When we became parents, I was of a punitive mindset while my husband was a of a GD mindset. He asked that we parent gently and, in the name of WOS (another mindset I held at the time), I obeyed him. I was quite sure my husband would change his tune right around the time our son turned two. It's laughable to me now to think about that. I really thought I had God on my side.

So Benji was about 18 months, maybe a little younger before I really began to feel like I needed to talk my husband outta this gentle discipline thing sooner rather than later. At that time, Benji had a thing for getting to the computer cables. I'd pick him up, move him away, tell him no-touch aaaand five seconds later he'd be at it again. It was maddening.

One day I literally counted how many times I repeated this scenario with our son and when my husband came home from work, I confronted him with the outrageous number. I told him that talking to and scolding our son just wasn't working. He was too young to understand. I concluded that it was necessary to spank if I ever wanted my boundaries to be respected.
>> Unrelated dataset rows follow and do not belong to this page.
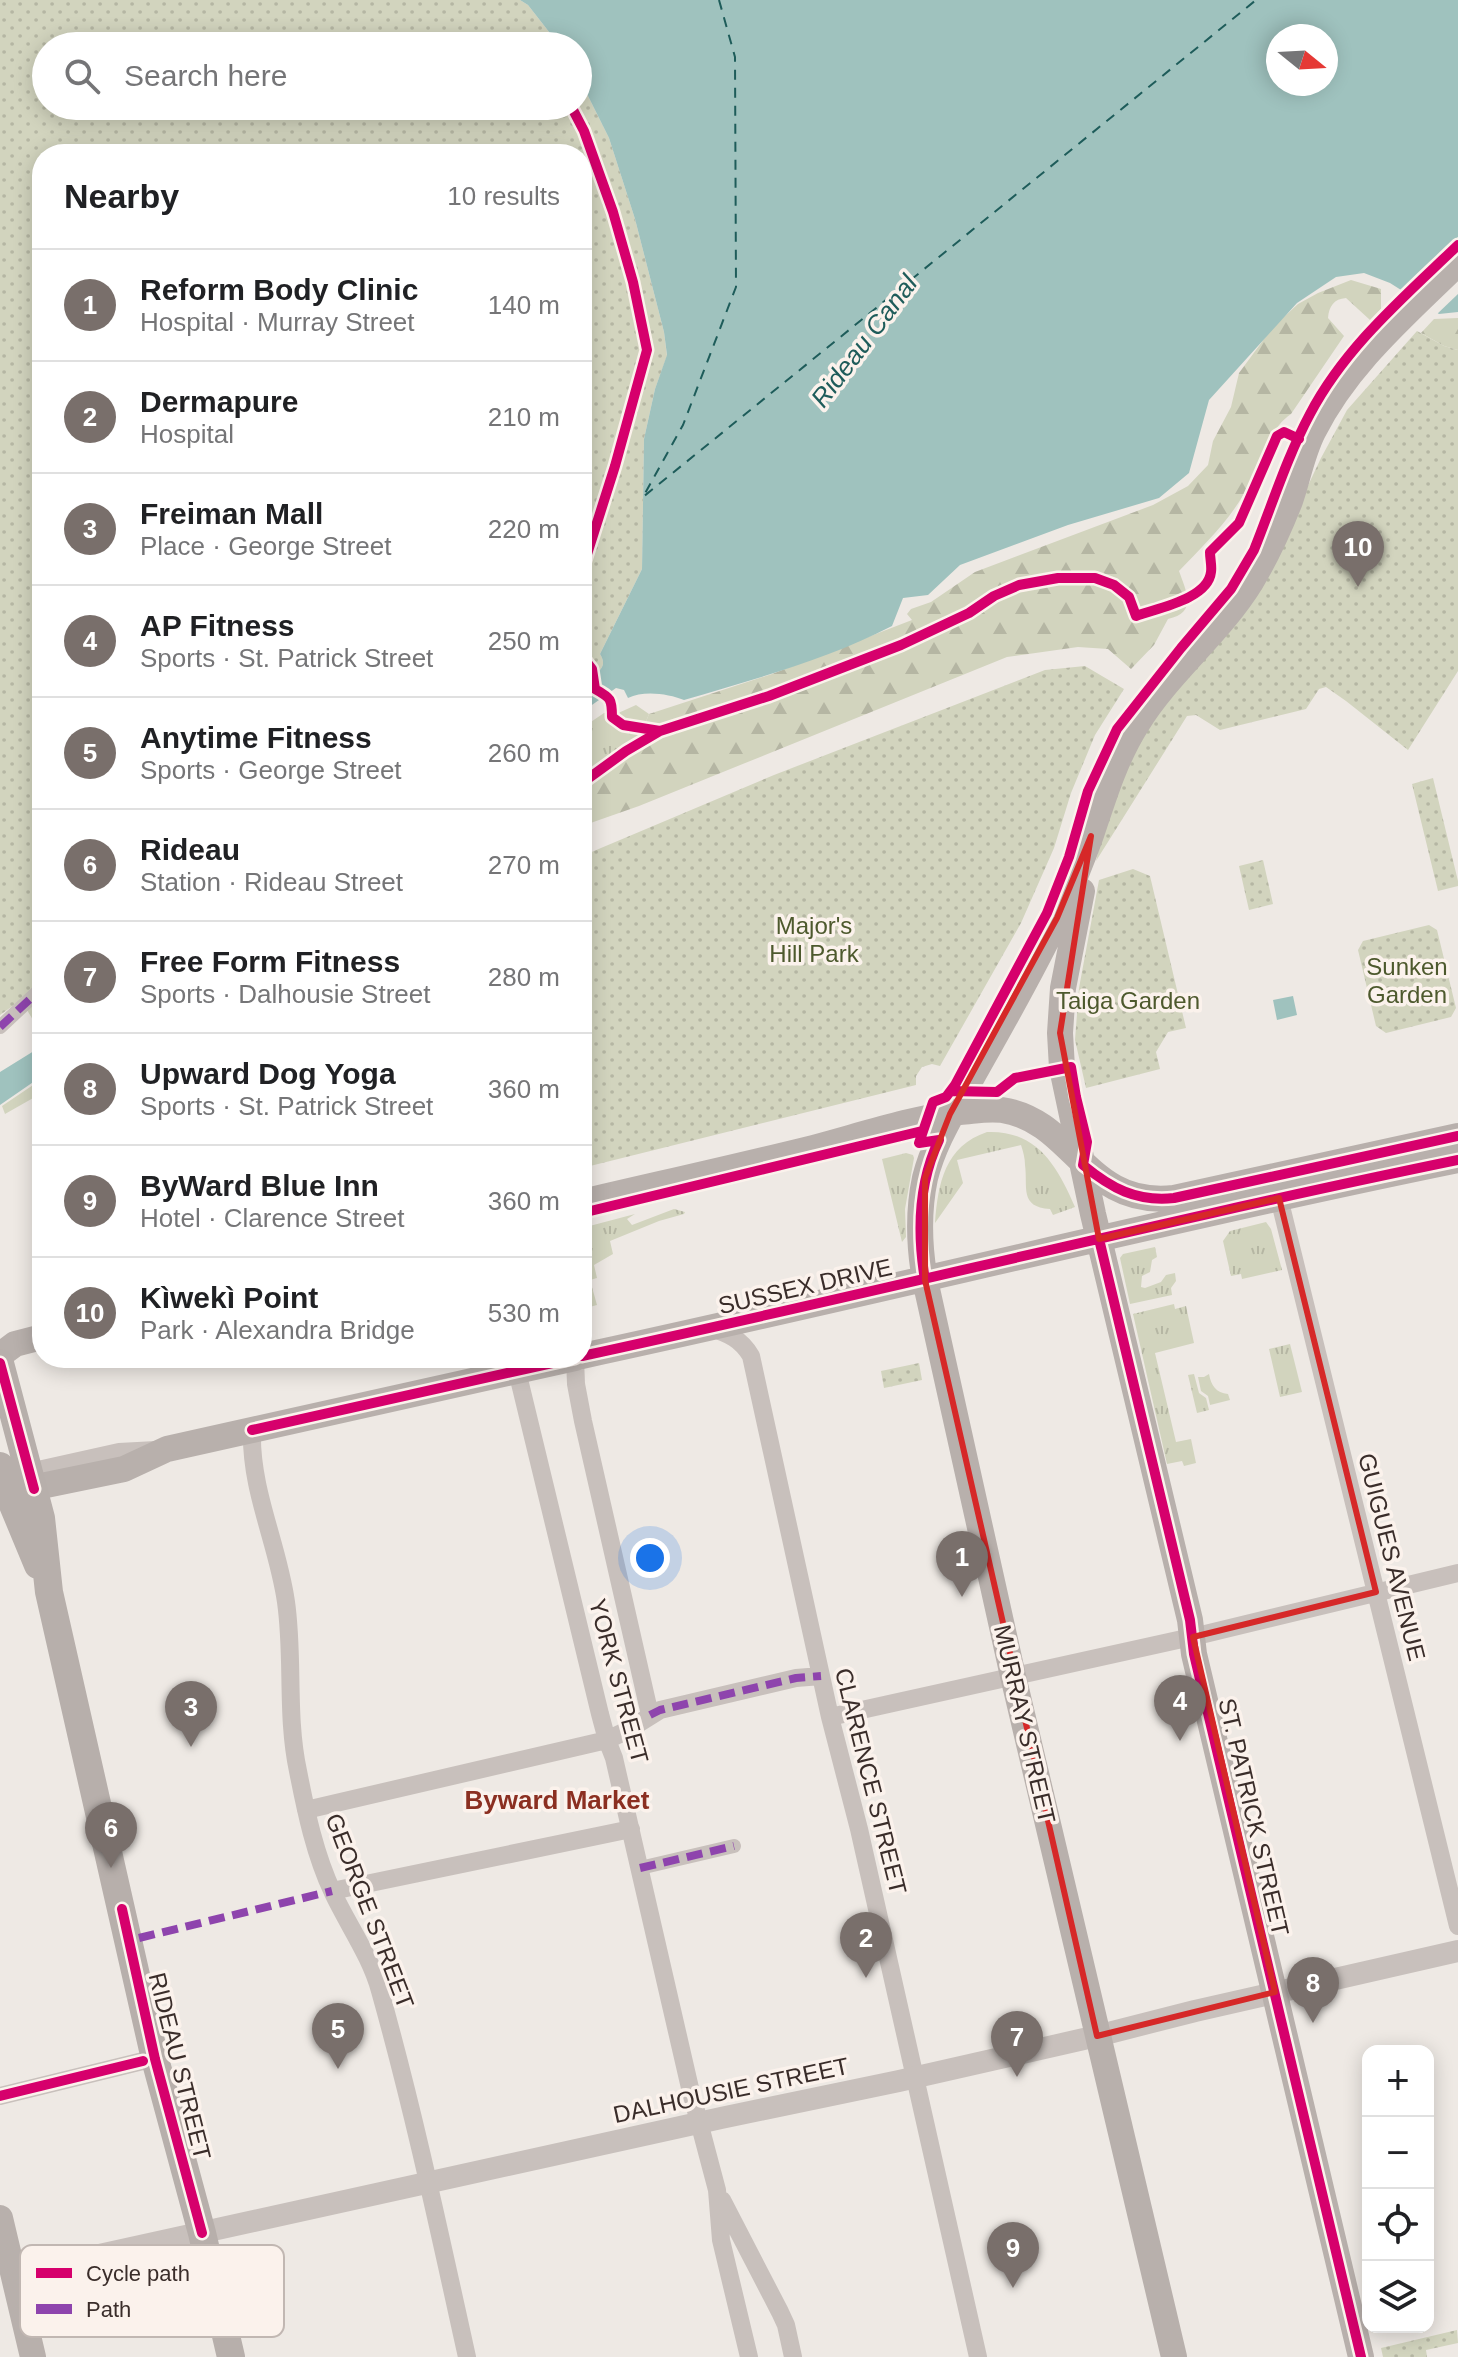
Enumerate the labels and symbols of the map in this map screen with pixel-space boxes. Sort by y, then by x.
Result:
north arrow [1266,24,1338,96]
water label: Rideau Canal [805,268,924,413]
pin: 10 [1332,521,1384,587]
park label: Major's Hill Park [769,912,860,967]
park label: Sunken Garden [1366,953,1448,1008]
park label: Taiga Garden [1056,987,1200,1014]
street label: SUSSEX DRIVE [716,1253,894,1319]
street label: GUIGUES AVENUE [1353,1450,1431,1664]
pin: 1 [936,1531,988,1597]
your location [630,1538,670,1578]
street label: YORK STREET [584,1596,654,1767]
street label: MURRAY STREET [989,1622,1061,1826]
street label: CLARENCE STREET [830,1665,912,1897]
pin: 4 [1154,1675,1206,1741]
pin: 3 [165,1681,217,1747]
street label: ST. PATRICK STREET [1213,1696,1295,1939]
district label: Byward Market [465,1785,650,1815]
pin: 6 [85,1802,137,1868]
street label: GEORGE STREET [320,1810,420,2013]
pin: 2 [840,1912,892,1978]
pin: 8 [1287,1957,1339,2023]
street label: RIDEAU STREET [144,1970,216,2163]
pin: 5 [312,2003,364,2069]
pin: 7 [991,2011,1043,2077]
street label: DALHOUSIE STREET [611,2052,852,2128]
pin: 9 [987,2222,1039,2288]
legend [20,2245,284,2337]
text: Cycle path [86,2261,190,2286]
text: Path [86,2297,131,2322]

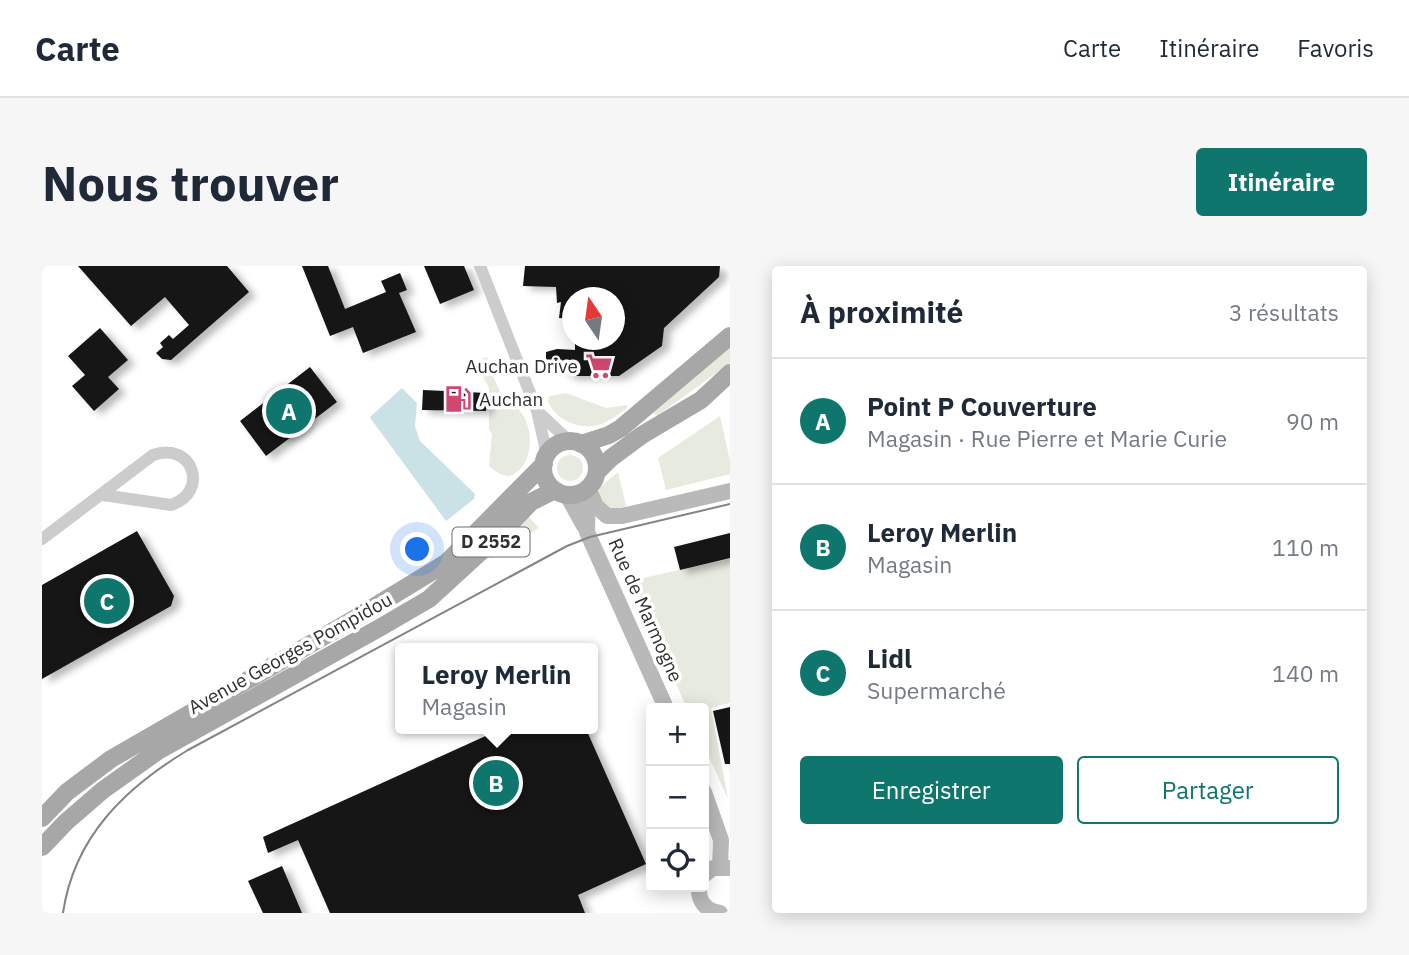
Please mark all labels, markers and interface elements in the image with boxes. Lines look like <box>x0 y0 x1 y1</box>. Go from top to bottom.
text: Carte <box>35 27 120 70</box>
text: Carte <box>1063 32 1121 64</box>
text: Itinéraire <box>1159 32 1259 64</box>
text: Favoris <box>1297 32 1374 64</box>
button: Itinéraire <box>1196 148 1367 216</box>
text: Nous trouver <box>42 151 339 214</box>
north arrow <box>562 287 625 350</box>
text: À proximité <box>800 292 963 331</box>
text: 3 résultats <box>1229 297 1339 327</box>
supermarket icon: Auchan Drive <box>584 351 614 381</box>
place label: Auchan Drive <box>465 354 578 378</box>
fuel station icon: Auchan <box>443 384 473 414</box>
pin: A <box>266 385 312 437</box>
place label: Auchan <box>479 387 543 411</box>
text: Point P Couverture <box>867 389 1097 423</box>
text: A <box>815 406 831 436</box>
text: 90 m <box>1286 406 1339 436</box>
text: Magasin · Rue Pierre et Marie Curie <box>867 423 1227 453</box>
text: Leroy Merlin <box>867 515 1017 549</box>
road number: D 2552 <box>452 528 530 556</box>
your location <box>400 532 434 566</box>
text: B <box>815 532 831 562</box>
text: 110 m <box>1272 532 1339 562</box>
street label: Rue de Marmogne <box>604 534 688 686</box>
text: Magasin <box>867 549 952 579</box>
pin: C <box>84 575 130 627</box>
street label: Avenue Georges Pompidou <box>184 587 396 719</box>
text: Lidl <box>867 641 912 675</box>
popup <box>395 643 598 734</box>
text: Leroy Merlin <box>421 657 572 691</box>
text: C <box>816 658 830 688</box>
text: 140 m <box>1272 658 1339 688</box>
text: Supermarché <box>867 675 1006 705</box>
text: Magasin <box>421 691 507 721</box>
map controls <box>646 703 709 892</box>
button: + <box>646 703 709 766</box>
button: Enregistrer <box>800 756 1063 824</box>
button: Partager <box>1077 756 1339 824</box>
pin: B <box>473 757 519 809</box>
button: − <box>646 766 709 829</box>
button: locate <box>646 829 709 892</box>

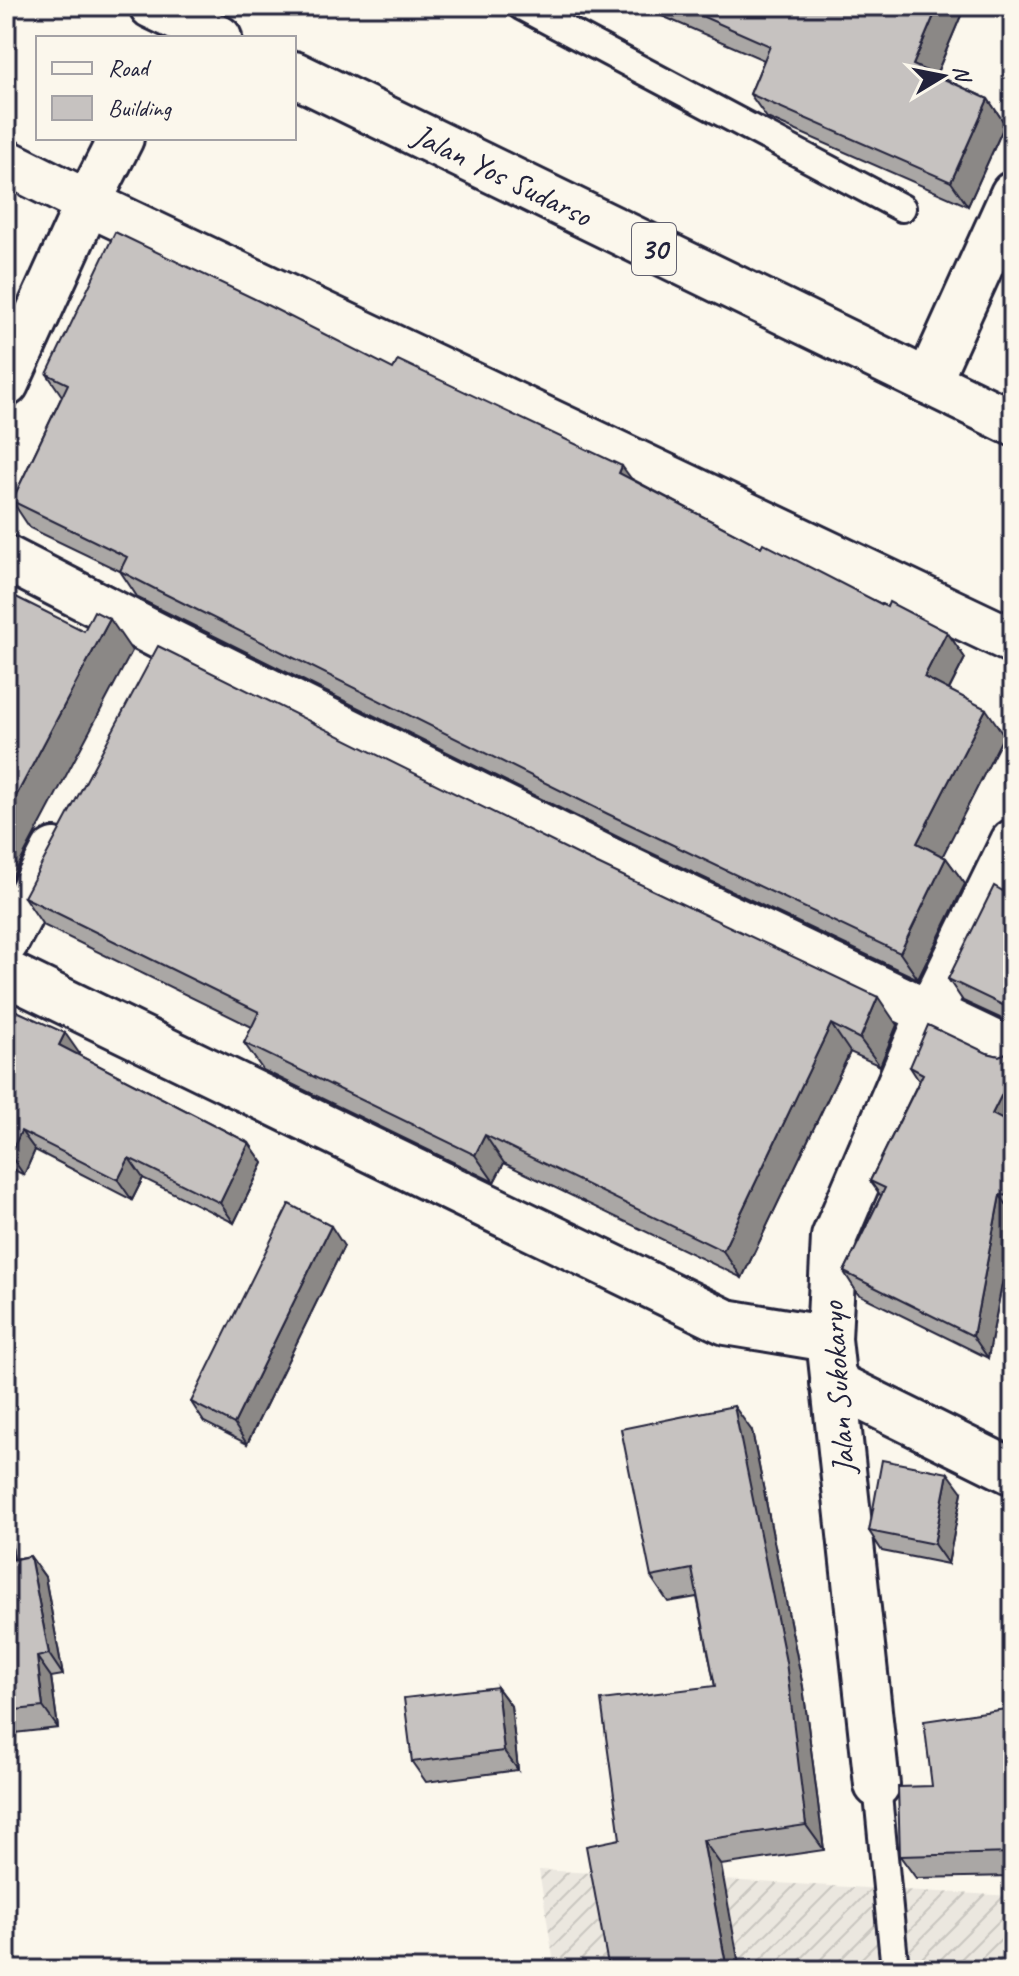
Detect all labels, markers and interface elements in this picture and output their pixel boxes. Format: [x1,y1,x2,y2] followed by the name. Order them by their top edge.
[36,36,296,140] legend
[903,36,983,116] north arrow
[108,53,152,83] text: Road
[947,64,977,85] text: N
[108,93,173,123] text: Building
[404,113,600,237] street label: Jalan Yos Sudarso
[632,223,676,275] road number: 30
[811,1299,865,1477] street label: Jalan Sukokaryo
I'll never forget what happened next. We got in the car and went to the home building store--not to buy a yardstick but to find a simple cabinet for the computers. When we got home, Jason put the computers in the cabinet and secured the cords that ran from the backs of the computer towers to the monitors and keyboards out of sight behind the desk. Next he took a short ethernet cable that was brightly colored and let our son play with it. The short cable satisfied my son's curiosity and gave me something to redirect him to but he no longer messed with the computer cables anyway because he couldn't! They were out of his reach and stayed that way until he had the maturity to be around them safely.

My husband showed me how to enforce my boundaries with my children without using violence. It was a huge paradigm shift.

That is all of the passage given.